Supplied material:
┌──

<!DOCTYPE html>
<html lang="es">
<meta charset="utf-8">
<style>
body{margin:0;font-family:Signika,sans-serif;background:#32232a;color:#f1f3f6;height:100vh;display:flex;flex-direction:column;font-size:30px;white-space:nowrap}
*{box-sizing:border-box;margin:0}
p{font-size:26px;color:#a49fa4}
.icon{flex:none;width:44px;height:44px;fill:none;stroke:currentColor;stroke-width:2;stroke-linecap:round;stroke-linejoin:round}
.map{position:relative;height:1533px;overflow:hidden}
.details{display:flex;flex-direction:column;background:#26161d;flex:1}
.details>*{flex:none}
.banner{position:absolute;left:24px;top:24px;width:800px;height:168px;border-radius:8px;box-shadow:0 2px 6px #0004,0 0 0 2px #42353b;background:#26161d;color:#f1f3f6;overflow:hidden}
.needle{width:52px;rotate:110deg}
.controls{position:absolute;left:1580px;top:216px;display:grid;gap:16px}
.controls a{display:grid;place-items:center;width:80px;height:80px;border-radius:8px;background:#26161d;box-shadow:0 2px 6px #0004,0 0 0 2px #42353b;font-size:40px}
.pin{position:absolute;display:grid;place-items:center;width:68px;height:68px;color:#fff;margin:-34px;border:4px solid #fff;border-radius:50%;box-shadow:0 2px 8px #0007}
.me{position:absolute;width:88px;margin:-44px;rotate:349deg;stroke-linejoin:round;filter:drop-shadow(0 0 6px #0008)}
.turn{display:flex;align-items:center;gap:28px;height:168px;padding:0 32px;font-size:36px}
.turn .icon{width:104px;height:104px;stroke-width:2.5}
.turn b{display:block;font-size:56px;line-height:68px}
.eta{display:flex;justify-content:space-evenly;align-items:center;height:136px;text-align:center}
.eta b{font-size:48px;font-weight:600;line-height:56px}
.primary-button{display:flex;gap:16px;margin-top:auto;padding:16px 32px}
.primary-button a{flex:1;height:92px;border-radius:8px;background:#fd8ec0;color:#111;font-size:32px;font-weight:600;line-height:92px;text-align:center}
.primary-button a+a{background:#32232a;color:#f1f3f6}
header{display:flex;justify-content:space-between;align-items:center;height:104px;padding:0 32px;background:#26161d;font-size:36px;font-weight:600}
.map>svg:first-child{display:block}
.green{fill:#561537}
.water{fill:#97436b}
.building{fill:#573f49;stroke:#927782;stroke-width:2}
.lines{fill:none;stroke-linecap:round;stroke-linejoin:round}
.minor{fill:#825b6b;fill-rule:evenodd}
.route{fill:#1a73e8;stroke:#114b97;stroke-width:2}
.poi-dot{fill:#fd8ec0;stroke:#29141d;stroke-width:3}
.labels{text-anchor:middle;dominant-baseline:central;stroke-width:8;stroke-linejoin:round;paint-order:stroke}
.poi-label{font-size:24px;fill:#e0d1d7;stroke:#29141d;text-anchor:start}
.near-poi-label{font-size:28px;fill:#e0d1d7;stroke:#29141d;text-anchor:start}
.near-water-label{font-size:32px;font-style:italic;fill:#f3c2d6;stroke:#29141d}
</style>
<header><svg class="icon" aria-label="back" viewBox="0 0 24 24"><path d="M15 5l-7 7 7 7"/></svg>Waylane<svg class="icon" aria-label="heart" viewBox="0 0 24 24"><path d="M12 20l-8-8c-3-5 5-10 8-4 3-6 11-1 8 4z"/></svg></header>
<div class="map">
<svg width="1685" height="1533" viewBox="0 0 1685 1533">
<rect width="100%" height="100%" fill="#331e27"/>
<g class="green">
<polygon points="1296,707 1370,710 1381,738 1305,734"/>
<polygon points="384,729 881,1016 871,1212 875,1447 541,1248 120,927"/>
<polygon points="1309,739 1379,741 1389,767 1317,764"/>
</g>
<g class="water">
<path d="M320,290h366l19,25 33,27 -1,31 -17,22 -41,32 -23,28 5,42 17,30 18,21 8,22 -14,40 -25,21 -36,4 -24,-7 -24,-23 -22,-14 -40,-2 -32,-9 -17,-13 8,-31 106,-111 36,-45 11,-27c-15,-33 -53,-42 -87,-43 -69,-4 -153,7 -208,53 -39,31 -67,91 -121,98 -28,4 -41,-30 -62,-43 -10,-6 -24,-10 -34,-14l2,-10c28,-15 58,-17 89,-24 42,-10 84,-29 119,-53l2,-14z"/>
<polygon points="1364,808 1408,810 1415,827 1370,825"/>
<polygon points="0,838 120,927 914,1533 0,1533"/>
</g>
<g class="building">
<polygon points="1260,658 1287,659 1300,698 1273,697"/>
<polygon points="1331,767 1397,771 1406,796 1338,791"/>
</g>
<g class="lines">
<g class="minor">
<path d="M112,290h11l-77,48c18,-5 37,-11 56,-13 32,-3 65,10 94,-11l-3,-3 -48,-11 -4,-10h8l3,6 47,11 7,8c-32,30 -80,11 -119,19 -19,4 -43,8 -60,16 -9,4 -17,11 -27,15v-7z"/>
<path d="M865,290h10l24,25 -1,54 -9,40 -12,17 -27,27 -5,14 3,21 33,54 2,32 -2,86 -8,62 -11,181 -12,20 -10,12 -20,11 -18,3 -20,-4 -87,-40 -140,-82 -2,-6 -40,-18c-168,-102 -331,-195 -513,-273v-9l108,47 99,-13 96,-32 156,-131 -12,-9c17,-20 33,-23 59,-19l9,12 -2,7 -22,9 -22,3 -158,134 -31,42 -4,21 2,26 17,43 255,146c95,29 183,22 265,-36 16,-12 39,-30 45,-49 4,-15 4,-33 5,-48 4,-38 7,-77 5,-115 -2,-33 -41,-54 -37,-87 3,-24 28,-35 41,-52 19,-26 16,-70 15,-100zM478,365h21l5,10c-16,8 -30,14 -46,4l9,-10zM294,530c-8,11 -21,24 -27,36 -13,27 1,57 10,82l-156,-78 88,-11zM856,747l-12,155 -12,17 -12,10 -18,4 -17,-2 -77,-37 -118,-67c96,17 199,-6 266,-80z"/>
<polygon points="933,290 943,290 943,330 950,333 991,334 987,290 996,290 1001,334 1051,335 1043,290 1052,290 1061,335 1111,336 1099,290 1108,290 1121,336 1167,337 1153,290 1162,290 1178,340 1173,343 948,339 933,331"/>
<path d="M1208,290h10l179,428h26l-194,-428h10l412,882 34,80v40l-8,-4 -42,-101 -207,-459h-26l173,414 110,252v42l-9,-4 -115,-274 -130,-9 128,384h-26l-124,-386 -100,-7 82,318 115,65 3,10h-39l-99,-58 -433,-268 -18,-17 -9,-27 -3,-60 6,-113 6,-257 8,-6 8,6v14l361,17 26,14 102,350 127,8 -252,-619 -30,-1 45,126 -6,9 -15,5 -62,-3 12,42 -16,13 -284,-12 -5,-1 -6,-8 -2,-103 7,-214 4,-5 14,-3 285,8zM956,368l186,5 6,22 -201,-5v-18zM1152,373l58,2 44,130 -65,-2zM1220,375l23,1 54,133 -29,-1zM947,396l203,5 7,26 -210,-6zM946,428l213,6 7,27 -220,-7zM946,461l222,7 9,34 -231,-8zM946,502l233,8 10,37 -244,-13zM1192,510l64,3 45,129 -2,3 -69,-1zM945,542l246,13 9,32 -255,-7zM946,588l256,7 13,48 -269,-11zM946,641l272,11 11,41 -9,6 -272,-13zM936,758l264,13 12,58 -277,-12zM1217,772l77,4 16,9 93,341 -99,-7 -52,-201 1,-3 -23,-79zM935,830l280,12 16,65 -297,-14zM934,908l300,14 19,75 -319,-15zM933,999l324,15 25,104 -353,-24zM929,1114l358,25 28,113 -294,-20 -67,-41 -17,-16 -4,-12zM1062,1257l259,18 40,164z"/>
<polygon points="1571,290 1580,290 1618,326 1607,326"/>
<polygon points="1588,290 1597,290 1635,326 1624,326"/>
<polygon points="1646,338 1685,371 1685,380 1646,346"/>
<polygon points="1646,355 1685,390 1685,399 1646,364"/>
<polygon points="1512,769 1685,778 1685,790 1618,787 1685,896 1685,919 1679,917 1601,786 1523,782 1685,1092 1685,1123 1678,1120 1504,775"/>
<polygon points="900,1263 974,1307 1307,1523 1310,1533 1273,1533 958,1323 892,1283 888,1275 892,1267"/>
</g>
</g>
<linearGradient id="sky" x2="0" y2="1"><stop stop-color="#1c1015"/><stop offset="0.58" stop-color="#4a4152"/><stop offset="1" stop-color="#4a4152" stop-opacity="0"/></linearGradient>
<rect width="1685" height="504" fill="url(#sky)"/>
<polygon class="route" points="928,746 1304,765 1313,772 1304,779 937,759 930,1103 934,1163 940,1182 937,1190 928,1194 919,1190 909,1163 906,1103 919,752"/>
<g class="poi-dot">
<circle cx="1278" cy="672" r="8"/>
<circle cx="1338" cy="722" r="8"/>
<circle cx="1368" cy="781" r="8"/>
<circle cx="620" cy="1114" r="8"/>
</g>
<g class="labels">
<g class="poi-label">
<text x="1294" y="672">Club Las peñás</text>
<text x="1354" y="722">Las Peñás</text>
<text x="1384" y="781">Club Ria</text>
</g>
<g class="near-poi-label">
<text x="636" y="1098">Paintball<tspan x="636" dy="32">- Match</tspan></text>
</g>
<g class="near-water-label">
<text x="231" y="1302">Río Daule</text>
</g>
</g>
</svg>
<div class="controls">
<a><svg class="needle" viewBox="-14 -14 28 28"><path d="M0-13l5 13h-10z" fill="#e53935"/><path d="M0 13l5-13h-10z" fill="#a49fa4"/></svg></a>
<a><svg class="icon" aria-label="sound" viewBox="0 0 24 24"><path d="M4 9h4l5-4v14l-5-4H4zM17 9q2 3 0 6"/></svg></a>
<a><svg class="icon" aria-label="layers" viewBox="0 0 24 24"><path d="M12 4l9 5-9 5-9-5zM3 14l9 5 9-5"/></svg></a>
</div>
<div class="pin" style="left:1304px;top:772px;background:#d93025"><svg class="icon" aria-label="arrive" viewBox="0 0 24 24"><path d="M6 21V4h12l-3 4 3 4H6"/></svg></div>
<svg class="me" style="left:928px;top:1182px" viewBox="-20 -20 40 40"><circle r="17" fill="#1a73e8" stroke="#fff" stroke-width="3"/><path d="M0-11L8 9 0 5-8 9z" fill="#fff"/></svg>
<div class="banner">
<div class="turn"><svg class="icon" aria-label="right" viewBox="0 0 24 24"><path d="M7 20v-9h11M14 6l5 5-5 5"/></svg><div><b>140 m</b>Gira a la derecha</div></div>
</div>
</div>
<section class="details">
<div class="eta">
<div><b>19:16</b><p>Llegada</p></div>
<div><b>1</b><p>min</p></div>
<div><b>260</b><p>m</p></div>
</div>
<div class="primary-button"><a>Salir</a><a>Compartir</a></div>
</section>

└──

Task to carry out: Search the records for the word "aria" and copy every line where it occurs.

Answer:
<header><svg class="icon" aria-label="back" viewBox="0 0 24 24"><path d="M15 5l-7 7 7 7"/></svg>Waylane<svg class="icon" aria-label="heart" viewBox="0 0 24 24"><path d="M12 20l-8-8c-3-5 5-10 8-4 3-6 11-1 8 4z"/></svg></header>
<a><svg class="icon" aria-label="sound" viewBox="0 0 24 24"><path d="M4 9h4l5-4v14l-5-4H4zM17 9q2 3 0 6"/></svg></a>
<a><svg class="icon" aria-label="layers" viewBox="0 0 24 24"><path d="M12 4l9 5-9 5-9-5zM3 14l9 5 9-5"/></svg></a>
<div class="pin" style="left:1304px;top:772px;background:#d93025"><svg class="icon" aria-label="arrive" viewBox="0 0 24 24"><path d="M6 21V4h12l-3 4 3 4H6"/></svg></div>
<div class="turn"><svg class="icon" aria-label="right" viewBox="0 0 24 24"><path d="M7 20v-9h11M14 6l5 5-5 5"/></svg><div><b>140 m</b>Gira a la derecha</div></div>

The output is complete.